O’Garro declined comment Monday.
Margarette Charles, who speaks little English, referred all comment to Lindsay. She is representing herself in court.
Lindsay said she and her husband attempted to go to the clerk’s office on Margarette Charles’ behalf, at her request, because Charles was too ill to do so herself.
“She was sick with the flu,” Lindsay said. “She busted her up ankle and had multiple surgeries. She had a bad break. She does work, but because of all that was going on, she missed two mortgage payments.”
The lawsuit states Lexene Charles and Lindsay were Margarette Charles’ proxies, and had every right to act on her behalf to arrange a hearing with the housing court. It states the couple first tried to get a hearing on the town’s housing court docket on April 1, but O’Garro denied them.
About three weeks later, on April 24, Lexene Charles and Lindsay made another attempt to file a notice of appearance and a writ of audita querela, seeking relief from any potential negative judgment. A clerk’s office employee accepted the filing and time-stamped it, but the lawsuit claims the notice of appearance never made it to the court docket.

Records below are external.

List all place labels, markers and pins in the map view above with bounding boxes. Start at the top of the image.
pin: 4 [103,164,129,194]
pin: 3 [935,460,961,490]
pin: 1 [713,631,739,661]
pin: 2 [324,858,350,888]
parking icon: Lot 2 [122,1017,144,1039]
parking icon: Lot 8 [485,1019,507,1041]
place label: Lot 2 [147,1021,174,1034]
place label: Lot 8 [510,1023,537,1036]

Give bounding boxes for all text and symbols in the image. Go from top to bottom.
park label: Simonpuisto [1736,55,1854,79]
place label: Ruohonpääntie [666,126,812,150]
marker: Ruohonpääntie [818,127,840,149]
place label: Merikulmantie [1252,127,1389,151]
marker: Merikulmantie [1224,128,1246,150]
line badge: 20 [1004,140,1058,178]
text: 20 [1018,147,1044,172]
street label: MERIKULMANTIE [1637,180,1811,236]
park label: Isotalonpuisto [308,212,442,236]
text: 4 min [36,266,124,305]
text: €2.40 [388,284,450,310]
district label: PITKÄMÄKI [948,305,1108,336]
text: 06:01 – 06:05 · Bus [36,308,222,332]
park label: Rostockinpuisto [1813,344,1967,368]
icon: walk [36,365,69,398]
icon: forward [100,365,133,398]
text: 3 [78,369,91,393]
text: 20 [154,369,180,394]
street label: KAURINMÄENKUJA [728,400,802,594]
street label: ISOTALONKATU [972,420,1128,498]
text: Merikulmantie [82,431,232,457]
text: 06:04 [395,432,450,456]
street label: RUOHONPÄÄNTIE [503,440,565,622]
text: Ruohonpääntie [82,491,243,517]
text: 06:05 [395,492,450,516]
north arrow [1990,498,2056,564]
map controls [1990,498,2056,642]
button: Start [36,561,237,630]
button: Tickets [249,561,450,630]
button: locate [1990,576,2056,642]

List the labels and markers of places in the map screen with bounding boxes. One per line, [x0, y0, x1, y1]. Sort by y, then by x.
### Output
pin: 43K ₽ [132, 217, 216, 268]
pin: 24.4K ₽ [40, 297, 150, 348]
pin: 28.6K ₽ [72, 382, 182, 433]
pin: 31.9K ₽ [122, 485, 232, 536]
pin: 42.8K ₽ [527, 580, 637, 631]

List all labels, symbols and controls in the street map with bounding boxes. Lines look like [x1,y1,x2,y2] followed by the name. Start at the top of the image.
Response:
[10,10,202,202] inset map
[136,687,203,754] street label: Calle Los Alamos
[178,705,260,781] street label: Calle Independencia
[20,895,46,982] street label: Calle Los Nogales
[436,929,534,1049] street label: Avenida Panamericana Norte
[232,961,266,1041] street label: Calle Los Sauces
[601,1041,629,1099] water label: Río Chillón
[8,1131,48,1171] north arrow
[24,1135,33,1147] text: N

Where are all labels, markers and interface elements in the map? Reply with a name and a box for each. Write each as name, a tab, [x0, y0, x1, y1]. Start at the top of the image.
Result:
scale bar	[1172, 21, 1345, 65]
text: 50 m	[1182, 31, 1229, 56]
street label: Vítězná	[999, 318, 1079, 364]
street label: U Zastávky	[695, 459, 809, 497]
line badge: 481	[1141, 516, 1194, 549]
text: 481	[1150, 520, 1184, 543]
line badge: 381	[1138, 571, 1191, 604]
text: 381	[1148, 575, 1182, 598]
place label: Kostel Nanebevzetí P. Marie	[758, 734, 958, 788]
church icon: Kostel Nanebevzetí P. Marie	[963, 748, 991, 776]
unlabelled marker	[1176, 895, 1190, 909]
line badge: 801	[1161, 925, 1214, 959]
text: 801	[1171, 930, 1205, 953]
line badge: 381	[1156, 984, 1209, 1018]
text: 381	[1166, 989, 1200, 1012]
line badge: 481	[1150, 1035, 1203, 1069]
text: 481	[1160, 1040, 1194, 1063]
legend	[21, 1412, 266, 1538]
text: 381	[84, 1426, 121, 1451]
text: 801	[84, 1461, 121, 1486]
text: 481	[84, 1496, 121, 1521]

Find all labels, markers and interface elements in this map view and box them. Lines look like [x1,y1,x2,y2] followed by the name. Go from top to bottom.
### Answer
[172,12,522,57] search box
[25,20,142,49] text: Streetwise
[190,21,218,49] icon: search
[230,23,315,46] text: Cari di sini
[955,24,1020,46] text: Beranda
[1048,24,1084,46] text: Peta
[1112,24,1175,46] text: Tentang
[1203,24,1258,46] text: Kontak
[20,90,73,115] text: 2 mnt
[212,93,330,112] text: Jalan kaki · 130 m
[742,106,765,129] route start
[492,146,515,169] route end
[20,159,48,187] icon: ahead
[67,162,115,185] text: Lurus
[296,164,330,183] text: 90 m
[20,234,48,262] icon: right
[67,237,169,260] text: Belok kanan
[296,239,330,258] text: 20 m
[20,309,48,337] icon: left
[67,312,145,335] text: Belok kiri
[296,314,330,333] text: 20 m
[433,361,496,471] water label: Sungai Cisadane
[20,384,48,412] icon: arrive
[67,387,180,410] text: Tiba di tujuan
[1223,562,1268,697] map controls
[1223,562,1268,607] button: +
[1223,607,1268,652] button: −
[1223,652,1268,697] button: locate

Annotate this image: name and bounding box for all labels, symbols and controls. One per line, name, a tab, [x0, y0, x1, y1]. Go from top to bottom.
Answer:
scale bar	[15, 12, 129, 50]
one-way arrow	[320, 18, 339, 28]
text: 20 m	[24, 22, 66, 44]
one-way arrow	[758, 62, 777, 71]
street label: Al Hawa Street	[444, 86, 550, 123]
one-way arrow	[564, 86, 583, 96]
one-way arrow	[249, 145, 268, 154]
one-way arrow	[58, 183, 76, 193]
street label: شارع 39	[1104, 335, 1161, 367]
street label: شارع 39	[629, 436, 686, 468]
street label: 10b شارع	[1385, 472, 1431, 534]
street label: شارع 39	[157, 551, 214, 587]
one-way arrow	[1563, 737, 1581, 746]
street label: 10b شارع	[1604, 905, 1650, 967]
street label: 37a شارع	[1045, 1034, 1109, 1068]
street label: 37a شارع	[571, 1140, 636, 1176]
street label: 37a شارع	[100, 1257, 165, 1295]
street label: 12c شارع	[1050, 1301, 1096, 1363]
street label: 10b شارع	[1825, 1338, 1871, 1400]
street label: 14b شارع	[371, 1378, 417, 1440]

On April 26, Norwalk Housing Court granted the bank’s motion for default judgement. It allowed the lender to take possession of a property, because it appeared Margarette Charles had ignored the lawsuit by filing no response.
Now Margarette Charles is asking the court to intercede. Her emergency injunction request to block the bank from taking possession of the house is pending before Judge Stefan Underhill.